Den Gedanken vom Archiv haben Flora und ich schon lange im Kopf gehabt, aber es ist am passenden Ort gescheitert. Dann sind das Altersheim und der Kindergarten gebaut worden und das Schloss wurde frei. Da habe ich gleich zugeschlagen. Ich bin zum Schorsch auf die Gemeinde gegangen, der war zugänglich und so haben wir angefangen.

Hast du auch mit der Pfarre was zu tun gehabt?


Ja. Eine Zeit lang wurden viele Figuren aus den Kirchen gestohlen. Da hat der Erzbischof geschrieben, dass die Pfarrer ein Inventar machen müssen. "Ja", hat der Pfarrer gesagt, "für das hab ich nicht Zeit". Da ist der Zauner zu mir gekommen. Er sagte: "Stefan, du könntest das machen", da sage ich "Da verstehe ich ja überhaupt nichts davon. Kunstinventar von der Kirche, alle Heiligen, alle Figuren, alle Bilder, alles was da ist, Kelche und Monstranzen". Da sagt er: "Du, in Eugendorf ist ein pensionierter Gendarm, der hat das für Eugendorf gemacht". So fuhren wir nach Eugendorf. Der hat ein Formular entworfen auf dem alles drauf war. So habe ich angefangen. Ich habe nach dem Formular aus Eugendorf alles fotographiert, und beschrieben .
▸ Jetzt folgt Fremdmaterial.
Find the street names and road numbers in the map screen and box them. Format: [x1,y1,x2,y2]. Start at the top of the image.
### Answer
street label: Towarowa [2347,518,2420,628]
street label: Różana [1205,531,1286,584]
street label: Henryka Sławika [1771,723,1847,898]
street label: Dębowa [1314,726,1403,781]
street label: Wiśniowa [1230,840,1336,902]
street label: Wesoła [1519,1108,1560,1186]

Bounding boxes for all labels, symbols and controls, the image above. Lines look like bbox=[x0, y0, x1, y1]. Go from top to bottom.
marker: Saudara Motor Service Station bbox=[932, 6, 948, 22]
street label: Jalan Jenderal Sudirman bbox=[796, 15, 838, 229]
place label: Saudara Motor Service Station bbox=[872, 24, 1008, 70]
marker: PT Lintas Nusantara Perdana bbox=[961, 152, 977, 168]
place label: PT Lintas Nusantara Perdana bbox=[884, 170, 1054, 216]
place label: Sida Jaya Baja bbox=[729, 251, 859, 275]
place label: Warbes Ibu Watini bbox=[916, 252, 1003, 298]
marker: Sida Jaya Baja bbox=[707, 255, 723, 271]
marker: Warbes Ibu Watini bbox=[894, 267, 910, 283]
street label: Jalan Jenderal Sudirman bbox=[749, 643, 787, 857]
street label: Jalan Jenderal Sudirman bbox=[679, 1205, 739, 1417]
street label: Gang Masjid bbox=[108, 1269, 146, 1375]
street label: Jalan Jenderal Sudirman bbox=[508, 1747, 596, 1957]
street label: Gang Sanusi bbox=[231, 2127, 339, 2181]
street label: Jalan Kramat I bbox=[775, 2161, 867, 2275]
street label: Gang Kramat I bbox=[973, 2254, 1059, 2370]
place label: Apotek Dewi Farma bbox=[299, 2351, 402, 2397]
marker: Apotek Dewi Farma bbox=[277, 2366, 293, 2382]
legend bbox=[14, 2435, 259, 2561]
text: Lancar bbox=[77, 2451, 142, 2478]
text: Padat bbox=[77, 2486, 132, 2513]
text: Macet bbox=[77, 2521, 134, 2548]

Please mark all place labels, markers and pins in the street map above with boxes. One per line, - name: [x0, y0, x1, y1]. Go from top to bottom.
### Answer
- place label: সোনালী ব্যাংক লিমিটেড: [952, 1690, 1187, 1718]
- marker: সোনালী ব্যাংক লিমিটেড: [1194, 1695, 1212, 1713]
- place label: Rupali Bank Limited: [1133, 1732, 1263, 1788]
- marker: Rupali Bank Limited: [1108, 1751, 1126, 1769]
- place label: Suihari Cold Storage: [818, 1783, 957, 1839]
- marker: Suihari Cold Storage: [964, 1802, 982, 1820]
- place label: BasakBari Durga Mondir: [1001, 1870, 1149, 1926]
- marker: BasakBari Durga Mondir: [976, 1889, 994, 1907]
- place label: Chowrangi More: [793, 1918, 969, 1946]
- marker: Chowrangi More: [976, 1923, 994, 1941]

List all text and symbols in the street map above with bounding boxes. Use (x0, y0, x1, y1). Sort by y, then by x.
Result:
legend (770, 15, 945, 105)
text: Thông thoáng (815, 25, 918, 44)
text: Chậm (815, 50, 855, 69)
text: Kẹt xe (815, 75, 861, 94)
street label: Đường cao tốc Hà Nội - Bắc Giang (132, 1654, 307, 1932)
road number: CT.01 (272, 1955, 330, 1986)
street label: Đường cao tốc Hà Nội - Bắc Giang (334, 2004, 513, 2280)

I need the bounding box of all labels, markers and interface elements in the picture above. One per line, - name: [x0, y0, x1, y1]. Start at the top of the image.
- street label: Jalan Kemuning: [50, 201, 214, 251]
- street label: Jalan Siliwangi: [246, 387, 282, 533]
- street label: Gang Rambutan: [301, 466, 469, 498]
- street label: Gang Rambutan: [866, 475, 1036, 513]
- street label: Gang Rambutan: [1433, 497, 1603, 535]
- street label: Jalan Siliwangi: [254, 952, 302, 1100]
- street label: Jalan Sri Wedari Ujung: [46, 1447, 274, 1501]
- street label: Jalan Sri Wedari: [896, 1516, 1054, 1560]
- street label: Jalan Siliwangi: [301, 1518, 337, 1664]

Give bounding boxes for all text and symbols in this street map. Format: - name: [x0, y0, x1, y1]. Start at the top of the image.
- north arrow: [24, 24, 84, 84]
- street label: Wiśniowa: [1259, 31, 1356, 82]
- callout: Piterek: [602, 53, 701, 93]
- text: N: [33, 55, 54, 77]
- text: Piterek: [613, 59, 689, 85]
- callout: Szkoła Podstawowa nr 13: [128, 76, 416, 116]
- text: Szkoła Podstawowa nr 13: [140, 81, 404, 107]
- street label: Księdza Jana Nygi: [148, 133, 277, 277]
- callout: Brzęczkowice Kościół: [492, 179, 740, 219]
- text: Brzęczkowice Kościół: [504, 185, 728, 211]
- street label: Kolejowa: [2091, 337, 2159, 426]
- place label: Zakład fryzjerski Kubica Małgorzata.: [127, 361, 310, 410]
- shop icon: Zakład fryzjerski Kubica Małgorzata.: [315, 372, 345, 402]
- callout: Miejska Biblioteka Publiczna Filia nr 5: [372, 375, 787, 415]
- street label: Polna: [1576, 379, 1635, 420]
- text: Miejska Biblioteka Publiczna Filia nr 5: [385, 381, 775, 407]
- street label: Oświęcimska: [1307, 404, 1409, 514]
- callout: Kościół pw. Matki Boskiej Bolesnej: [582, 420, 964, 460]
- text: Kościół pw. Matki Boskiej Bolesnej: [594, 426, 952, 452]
Ich habe alles angeschaut, bin überall reingekrochen, habe überall Zugang gehabt. Da bin ich zu den Paramenten, den liturgischen Gewändern gekommen. 64 Paramente sind in Neukirchen. Alle Farben, Rauchmäntel usw. Ein Messkleid ist da, das Kuenburger, schwarzer geschorener Samt, das war einfach so reingewuzelt. Da habe ich zum Pfarrer Zauner gesagt: "Pfarrer, da stehe ich daneben".
Ich bin dann nach Salzburg rausgefahren zum Domherrn Neuhardt. Ich hab ihm alles erzählt. Er hat gesagt: "Glaubt ihr ich habe sonst nichts zu tun als die Dinge bei euch anzuschauen". Ich habe noch ein wenig gejammert. Er hat beim Fenster rausgeschaut, zum Dom raus, er hat eine Zeit lang gar nichts gesagt. Dann hat er gesagt: "Allerheiligen bin ich in Wald, um drei nachmittags komm ich raus, richtet alles her". Um 10 Uhr abends waren wir fertig. Er hat alles gekannt. Der Neuhardt hat gesagt, das kommt nach Salzburg und das auch und das Kuenburger sowieso. Nein habe ich gesagt, das kommt nicht raus. Und es ist auch nichts rausgekommen.